Antimicrobial peptides (AMPs) are an ancient group of molecules that are expressed in many species ranging from bacteria to humans. At least 1200 naturally-occurring AMPs have been identified which display considerable diversity in their primary sequences, lengths, structures, and biological activities (Wang et al., 2009). Generally speaking, these peptides have been studied due to their ability to directly kill medically important-microbes. Indeed, the increased demand for novel anti-infective therapies (due to the spread of drug-resistant bacteria) has likely contributed to the expansion of this field of research. However, there has been a definite change of focus in AMP research in light of the recent recognition of the regulatory functions of these molecules in the innate immune system. This has opened up the exciting possibility of developing novel antimicrobial therapies that centre on boosting host immunity rather than direct microbial killing (Zhang and Falla, 2010). In this volume, with emphasis on emerging technologies, mechanism of action studies and roles in disease, we aim to consolidate some of these developments and stimulate discussion on the therapeutic potential of these important molecules.
The first three articles demonstrate how knowledge of AMP structure and amino acid composition is guiding rational peptide design strategies aimed at improving the therapeutic potential of these molecules. Mishra and Wang describe the development of a comprehensive AMP database that is enabling us to link amino acid composition with specific peptide activities (e.g., antibacterial, antifungal, antiviral, antiparasital, insecticidal, spermicidal, anticancer, etc.). The article suggests how this information may be used to develop novel peptides with a desired activity. Next, Scorciapino and Rinaldi discuss how knowledge of the amino acid sequence of naturally-occurring AMPs can be used to dictate the design of antimicrobial peptidomimetics. The authors note that by retaining the biological activity of natural AMPs and improving their pharmacokinetic properties, these novel molecules may allow systemic use of AMPs to treat microbial infections. The third article by Devocelle describes how conjugation of AMPs to targeting moieties can improve delivery to their desired site of action and reduce potential off-target effects. It is clear that the complementary approaches described in these three articles will play an important part in making therapeutic AMPs a reality.
The next two articles describe different, but equally powerful, approaches that may be used to probe the biological functions of AMPs. The development of various “–omics” (genomics, transcriptomics, proteomics, and others) technologies has truly revolutionised biological research. In this regard, Plichta et al. discuss how the integration of various—omics datasets can help us to understand the role of AMPs in varied contexts from resolution of infections, improvement of prognosis for cancer patients to early detection of transplant rejection.

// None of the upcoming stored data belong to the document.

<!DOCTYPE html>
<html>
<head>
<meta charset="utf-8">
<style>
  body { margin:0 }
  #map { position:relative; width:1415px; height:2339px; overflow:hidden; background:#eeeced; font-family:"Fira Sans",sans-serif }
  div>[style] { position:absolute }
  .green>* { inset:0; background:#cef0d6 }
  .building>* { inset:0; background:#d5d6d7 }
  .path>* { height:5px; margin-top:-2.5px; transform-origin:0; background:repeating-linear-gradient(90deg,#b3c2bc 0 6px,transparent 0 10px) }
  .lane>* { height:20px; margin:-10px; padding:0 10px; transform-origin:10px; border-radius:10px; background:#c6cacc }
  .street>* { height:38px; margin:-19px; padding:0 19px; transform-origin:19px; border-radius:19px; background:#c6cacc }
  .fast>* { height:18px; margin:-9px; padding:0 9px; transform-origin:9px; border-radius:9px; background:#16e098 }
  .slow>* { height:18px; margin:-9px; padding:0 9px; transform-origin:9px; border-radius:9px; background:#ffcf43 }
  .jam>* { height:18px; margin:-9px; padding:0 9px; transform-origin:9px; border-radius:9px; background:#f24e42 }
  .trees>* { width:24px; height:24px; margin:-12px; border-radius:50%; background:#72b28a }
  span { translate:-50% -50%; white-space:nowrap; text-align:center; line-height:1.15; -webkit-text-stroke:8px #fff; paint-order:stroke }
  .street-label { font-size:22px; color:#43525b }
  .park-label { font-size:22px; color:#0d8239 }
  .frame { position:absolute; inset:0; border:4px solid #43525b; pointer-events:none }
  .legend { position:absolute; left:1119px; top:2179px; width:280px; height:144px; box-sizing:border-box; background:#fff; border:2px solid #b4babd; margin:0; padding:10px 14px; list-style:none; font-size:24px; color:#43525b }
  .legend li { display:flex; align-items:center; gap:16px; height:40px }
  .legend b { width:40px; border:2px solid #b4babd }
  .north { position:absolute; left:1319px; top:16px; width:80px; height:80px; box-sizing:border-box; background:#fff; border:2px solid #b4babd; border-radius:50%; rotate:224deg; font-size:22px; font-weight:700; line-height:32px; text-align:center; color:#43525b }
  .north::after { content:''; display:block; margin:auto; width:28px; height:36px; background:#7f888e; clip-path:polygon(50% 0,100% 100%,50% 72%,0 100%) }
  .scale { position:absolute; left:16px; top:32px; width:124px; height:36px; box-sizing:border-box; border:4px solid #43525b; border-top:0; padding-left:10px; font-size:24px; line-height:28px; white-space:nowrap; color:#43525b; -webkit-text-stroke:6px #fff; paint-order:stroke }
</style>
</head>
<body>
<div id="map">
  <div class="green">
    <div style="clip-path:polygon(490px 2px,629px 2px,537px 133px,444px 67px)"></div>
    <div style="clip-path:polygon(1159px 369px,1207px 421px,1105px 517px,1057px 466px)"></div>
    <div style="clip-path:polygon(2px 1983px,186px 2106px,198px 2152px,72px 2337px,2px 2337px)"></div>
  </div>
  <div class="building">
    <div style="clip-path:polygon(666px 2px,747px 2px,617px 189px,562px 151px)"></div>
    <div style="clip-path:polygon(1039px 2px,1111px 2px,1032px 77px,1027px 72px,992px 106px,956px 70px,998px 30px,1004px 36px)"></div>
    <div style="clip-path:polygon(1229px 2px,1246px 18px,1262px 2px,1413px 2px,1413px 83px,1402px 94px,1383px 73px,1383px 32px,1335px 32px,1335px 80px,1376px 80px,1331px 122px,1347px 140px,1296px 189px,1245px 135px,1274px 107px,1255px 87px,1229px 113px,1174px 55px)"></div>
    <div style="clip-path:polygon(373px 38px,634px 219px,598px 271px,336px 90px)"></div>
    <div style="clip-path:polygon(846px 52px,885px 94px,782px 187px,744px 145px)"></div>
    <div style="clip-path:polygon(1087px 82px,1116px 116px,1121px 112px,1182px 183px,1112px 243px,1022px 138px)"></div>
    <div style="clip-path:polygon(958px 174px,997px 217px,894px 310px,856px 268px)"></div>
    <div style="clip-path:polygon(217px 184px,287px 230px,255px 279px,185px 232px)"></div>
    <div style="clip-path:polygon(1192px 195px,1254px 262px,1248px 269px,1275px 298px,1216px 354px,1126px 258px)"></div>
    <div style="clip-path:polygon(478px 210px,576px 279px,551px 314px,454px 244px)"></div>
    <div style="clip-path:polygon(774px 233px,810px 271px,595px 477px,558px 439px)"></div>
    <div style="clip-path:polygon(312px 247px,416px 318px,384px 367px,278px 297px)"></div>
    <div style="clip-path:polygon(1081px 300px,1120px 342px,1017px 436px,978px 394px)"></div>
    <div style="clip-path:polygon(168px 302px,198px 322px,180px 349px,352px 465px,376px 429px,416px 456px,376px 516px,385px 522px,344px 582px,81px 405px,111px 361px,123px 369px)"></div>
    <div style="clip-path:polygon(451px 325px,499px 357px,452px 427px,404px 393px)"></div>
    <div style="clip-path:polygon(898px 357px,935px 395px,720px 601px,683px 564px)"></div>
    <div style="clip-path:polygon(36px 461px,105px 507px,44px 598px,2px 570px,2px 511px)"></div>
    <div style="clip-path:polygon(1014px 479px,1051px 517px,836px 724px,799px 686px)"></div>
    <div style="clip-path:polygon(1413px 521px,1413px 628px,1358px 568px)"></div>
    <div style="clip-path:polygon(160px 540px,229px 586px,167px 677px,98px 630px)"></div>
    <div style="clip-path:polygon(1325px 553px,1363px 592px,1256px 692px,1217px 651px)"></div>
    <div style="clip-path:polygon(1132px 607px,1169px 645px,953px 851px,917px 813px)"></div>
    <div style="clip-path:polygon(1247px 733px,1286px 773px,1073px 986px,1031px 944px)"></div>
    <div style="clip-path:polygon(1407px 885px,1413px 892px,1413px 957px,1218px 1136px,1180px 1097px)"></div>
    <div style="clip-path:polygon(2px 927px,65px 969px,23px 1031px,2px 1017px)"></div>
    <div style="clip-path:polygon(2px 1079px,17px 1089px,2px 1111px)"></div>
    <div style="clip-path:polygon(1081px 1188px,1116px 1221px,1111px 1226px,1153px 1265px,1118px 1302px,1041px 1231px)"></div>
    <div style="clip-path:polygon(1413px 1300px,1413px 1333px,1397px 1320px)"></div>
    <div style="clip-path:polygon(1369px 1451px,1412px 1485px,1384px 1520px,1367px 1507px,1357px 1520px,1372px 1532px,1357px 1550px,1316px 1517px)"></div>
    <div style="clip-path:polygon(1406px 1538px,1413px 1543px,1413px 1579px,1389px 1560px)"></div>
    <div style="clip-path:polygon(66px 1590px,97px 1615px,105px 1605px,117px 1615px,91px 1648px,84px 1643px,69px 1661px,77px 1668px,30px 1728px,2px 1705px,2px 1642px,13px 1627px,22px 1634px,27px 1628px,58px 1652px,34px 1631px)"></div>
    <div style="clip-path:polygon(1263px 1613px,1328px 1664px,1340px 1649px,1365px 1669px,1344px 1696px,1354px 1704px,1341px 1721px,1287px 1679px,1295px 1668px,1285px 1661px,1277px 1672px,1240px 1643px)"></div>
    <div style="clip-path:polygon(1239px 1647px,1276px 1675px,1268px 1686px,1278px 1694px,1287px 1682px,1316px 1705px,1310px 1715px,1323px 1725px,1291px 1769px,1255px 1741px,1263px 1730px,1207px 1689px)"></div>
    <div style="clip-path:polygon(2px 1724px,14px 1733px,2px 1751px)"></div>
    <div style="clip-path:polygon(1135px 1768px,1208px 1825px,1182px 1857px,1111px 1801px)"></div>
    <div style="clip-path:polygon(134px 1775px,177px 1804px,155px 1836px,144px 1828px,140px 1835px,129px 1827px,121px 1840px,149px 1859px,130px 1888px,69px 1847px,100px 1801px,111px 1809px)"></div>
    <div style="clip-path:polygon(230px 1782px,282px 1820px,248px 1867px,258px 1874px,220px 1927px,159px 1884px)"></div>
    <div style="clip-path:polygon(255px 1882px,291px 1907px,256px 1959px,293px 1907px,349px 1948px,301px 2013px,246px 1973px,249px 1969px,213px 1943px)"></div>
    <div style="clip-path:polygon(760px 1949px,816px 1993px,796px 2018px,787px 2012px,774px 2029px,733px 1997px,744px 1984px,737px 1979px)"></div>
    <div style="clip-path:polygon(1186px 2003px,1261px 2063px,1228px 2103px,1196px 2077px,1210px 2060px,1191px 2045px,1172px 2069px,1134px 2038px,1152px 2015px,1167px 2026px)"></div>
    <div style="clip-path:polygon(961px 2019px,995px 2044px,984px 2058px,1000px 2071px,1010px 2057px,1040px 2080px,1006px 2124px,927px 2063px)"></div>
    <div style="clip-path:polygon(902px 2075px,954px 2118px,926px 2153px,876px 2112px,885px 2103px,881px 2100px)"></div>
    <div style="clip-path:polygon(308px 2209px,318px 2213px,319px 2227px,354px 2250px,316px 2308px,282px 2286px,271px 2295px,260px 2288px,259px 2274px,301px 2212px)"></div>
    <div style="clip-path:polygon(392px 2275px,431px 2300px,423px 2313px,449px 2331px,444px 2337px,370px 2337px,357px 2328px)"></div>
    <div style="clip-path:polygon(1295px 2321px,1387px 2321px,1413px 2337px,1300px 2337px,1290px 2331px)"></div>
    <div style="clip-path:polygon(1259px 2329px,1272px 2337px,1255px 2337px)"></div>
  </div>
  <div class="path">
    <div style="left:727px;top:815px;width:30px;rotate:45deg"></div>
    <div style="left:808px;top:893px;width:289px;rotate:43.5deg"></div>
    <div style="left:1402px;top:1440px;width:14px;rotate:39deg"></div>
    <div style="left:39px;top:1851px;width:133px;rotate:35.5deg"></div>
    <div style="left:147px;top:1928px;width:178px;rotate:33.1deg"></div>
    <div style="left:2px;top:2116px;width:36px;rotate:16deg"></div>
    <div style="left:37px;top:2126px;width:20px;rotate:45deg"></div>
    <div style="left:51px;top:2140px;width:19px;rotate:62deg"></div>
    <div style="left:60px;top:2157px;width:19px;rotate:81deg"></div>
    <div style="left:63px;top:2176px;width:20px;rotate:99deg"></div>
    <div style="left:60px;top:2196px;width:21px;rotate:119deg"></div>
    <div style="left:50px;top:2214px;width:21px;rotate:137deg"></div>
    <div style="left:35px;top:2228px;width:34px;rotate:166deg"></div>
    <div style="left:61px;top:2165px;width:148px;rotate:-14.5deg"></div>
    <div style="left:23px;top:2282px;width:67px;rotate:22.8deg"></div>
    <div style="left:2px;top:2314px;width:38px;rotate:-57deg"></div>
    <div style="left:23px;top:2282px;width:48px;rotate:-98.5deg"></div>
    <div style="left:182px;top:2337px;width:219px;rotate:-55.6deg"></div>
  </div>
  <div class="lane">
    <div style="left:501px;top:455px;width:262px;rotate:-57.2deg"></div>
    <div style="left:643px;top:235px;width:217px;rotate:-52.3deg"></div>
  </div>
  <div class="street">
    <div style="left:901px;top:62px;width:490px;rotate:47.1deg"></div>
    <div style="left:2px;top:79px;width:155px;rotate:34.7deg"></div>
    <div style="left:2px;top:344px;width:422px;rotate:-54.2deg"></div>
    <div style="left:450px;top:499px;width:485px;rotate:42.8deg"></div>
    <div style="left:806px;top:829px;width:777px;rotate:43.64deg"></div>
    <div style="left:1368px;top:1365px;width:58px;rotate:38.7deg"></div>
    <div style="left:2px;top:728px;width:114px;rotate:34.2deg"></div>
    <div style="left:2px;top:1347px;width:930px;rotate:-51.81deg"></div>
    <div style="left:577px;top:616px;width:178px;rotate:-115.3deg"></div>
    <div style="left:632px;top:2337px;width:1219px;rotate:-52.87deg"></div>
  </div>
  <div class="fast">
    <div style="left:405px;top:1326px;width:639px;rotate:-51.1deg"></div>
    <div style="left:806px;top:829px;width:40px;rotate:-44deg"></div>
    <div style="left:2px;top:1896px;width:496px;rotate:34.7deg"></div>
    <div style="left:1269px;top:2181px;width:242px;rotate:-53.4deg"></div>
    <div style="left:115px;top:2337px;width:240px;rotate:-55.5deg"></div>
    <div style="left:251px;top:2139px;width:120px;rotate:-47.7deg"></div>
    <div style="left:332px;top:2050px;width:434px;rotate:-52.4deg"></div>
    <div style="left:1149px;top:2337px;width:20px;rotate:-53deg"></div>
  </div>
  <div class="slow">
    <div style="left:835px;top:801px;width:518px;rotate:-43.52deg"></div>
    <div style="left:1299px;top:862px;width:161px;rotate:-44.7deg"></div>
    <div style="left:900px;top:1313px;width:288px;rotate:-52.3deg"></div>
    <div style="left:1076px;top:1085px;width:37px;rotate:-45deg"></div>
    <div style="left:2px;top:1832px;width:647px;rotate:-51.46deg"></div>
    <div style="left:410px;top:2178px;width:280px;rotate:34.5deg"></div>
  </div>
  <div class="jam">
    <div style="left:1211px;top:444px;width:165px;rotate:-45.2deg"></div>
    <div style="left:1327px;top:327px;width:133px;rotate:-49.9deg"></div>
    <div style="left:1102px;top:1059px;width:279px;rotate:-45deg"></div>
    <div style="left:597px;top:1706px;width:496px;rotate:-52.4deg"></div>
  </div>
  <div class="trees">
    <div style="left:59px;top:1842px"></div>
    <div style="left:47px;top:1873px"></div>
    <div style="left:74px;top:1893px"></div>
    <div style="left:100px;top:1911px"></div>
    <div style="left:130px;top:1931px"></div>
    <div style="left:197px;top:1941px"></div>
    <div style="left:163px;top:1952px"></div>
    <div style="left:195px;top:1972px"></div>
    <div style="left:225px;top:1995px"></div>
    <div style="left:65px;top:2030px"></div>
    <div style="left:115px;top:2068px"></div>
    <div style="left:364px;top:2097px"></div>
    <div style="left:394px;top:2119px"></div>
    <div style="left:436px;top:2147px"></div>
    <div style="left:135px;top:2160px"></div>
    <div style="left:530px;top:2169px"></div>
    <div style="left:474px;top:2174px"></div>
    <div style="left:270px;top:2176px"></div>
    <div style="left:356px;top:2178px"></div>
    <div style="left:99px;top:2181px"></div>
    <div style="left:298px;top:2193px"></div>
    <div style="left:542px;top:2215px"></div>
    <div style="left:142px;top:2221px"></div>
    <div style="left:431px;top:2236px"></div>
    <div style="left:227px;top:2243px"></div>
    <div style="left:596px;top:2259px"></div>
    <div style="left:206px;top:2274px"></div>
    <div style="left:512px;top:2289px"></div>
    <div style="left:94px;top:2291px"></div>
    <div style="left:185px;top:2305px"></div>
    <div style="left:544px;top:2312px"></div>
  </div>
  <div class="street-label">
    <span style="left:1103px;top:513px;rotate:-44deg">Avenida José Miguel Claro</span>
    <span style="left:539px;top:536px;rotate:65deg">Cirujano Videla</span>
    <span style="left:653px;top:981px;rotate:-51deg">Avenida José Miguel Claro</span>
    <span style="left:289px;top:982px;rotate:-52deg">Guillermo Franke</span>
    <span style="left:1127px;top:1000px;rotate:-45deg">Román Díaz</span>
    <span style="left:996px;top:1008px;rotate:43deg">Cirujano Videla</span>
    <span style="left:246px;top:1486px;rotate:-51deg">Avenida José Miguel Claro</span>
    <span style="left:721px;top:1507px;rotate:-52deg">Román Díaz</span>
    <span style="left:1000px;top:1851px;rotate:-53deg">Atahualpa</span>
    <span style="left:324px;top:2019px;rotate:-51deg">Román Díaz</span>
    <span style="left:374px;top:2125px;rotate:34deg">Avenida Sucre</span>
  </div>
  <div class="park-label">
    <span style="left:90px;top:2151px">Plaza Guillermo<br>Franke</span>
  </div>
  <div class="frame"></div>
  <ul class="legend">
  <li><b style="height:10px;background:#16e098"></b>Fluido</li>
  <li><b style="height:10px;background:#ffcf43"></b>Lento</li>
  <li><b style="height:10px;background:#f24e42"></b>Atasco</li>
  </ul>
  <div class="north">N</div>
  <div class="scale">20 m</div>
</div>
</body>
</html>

The fifth article by Munoz and Read highlights the use of live cell imaging to study AMP function. With emphasis on the various approaches that may be used to label AMPs, this article demonstrates the central role live cell imaging continues to play in the elucidation of AMP function.
The next six articles in this research topic cover recent advances in our understanding of the biological role of AMPs and their mechanism(s) of action. Brender et al. examine the role of cholesterol in dictating the selectivity of AMPs for microbial membranes. Defining the role of cholesterol in AMP-mediated cytotoxicity is important, especially if AMPs are to be used therapeutically. Melo and Castanho discuss the various experimental approaches that may be used to answer this very question. By comparing the use of bacterial membranes with model liposomal membranes, they illustrate the importance of physiological relevance in experimental design. The next two articles in this series illustrate how helminths express AMP homologues that are functionally adapted to either a free-living or parasitic lifestyle. For example, Pujol et al. describe the array of AMPs expressed by the model nematode Caenorhabditis elelgans and how they serve to protect the worm against attack by fungi in the free-living environment. Next, Cotton et al. probe the role of AMP homologues that are secreted by medically-important parasitic worms. This interesting family of molecules may hold the key to the evolution of immunomodulatory function in AMPs. In the following two articles, Ulm et al. and Choi and Mookherjee discuss advances in our understanding of the molecular mechanisms by which members of these major AMP families influence immune cell function.
The final two articles in the volume cover the role of AMPs in disease resolution and the outlook for their therapeutic use in humans. The article by David describes how AMPs may fill a gap in our existing therapeutic repertoire. David builds the case for the use of polymyxins to treat Gram-negative sepsis, a condition for which there is currently no single effective therapeutic approach. The article by Berditsch et al. concludes the volume and describes how, perhaps surprisingly, AMPs can stimulate bacterial survival mechanisms leading to persistent infections. This article highlights the importance of understanding how microbial populations respond to exposure to AMPs before they can be used in the clinic.
In summary, by inviting opinion articles from leading AMP researchers, the aim of this volume was to highlight recent advances in our understanding of the roles of these important molecules. We also hope that the articles compiled will stimulate discussion and further research in this area so that the therapeutic potential of AMPs may be realised.